Une aide conditionnée aux réformes

Le déblocage des fonds européens sera toutefois conditionné à la poursuite des réformes démocratiques et judiciaires en Arménie, conformément aux critères de l'accord de partenariat. Bruxelles suit de près la lutte contre la corruption et l'indépendance de la justice à Erevan. Des missions d'évaluation sont prévues dans les prochains mois pour vérifier l'avancement des engagements pris par le gouvernement arménien.

En attendant, l'UE maintient une présence civile sur le terrain via la Mission de l'Union européenne en Arménie (EUMA), déployée en 2023 pour contribuer à la sécurité dans les zones frontalières sensibles.

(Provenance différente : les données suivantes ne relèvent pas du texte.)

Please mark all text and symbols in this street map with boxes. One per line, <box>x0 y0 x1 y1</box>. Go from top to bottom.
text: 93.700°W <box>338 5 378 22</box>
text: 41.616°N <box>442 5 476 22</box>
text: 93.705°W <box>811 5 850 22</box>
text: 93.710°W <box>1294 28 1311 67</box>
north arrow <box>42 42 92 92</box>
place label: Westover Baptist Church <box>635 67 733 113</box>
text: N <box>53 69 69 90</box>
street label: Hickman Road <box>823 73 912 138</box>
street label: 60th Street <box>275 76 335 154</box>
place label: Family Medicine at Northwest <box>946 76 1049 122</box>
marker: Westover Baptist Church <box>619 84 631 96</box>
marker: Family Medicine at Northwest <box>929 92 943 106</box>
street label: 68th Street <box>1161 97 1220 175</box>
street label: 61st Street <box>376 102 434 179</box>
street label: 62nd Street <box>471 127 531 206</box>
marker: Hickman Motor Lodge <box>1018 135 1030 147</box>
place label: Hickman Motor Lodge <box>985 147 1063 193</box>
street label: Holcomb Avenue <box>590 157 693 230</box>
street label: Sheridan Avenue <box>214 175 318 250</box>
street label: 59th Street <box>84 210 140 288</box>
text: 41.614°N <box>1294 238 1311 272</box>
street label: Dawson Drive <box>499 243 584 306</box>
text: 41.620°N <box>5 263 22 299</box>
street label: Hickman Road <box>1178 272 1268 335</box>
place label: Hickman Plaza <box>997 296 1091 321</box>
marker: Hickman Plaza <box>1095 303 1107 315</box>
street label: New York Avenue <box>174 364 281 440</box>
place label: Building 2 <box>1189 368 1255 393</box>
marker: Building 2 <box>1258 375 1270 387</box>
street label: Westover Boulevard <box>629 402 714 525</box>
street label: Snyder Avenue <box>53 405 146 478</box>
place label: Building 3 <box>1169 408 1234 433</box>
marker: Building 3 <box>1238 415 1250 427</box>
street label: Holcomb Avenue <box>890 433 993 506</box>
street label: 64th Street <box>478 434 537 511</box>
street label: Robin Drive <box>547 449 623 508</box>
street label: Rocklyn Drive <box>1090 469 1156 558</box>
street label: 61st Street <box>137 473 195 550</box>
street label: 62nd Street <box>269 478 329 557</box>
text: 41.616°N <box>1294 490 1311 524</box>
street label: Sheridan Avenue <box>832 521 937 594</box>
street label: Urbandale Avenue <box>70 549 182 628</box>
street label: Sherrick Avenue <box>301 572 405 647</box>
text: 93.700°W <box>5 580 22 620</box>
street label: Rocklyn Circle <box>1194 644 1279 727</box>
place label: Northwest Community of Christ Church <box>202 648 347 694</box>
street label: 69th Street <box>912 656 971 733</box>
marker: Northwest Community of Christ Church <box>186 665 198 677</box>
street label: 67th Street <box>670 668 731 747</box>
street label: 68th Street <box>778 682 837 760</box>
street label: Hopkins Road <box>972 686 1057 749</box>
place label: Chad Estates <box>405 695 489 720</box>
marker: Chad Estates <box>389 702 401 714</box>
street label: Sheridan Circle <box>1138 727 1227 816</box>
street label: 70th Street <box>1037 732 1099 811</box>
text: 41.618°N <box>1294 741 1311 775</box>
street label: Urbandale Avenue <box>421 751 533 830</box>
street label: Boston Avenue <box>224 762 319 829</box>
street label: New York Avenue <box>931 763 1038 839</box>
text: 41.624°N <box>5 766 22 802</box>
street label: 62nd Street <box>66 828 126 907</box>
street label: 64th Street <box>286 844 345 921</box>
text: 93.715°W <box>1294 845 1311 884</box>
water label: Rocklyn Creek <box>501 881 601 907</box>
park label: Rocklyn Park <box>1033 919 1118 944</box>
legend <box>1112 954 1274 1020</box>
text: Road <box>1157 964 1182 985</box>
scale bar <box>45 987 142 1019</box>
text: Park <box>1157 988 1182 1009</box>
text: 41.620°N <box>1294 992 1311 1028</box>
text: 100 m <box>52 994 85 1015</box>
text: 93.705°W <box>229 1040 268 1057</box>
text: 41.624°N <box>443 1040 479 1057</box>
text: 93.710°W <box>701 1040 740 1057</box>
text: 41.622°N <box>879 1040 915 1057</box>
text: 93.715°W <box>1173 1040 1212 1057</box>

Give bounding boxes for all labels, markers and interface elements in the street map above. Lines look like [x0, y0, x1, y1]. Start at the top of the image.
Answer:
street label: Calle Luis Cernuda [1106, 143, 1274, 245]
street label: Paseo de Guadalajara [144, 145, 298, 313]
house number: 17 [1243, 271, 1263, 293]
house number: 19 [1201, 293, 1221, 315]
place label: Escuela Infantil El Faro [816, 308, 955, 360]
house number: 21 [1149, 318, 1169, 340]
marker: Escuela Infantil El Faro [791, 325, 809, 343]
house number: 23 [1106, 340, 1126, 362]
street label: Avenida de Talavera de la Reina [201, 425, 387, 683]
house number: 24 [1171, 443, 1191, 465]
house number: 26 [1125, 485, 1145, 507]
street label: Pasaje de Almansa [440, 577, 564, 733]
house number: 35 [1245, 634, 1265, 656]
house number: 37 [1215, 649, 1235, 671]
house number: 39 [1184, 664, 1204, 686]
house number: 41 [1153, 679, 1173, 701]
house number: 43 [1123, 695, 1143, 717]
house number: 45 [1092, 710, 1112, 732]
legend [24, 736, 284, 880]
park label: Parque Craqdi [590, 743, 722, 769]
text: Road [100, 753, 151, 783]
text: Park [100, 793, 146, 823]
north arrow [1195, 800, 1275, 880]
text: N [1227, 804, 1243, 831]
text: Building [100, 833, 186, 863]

Cette mission, forte de plusieurs dizaines d'observateurs, pourrait voir son mandat étendu si les tensions avec la Russie s'aggravent.

Ursula von der Leyen a conclu son intervention en réaffirmant que l'Union européenne resterait « un partenaire fiable et engagé » pour l'Arménie, dans la durée. Le message est clair : Bruxelles ne compte pas laisser Erevan seul face aux pressions de Moscou.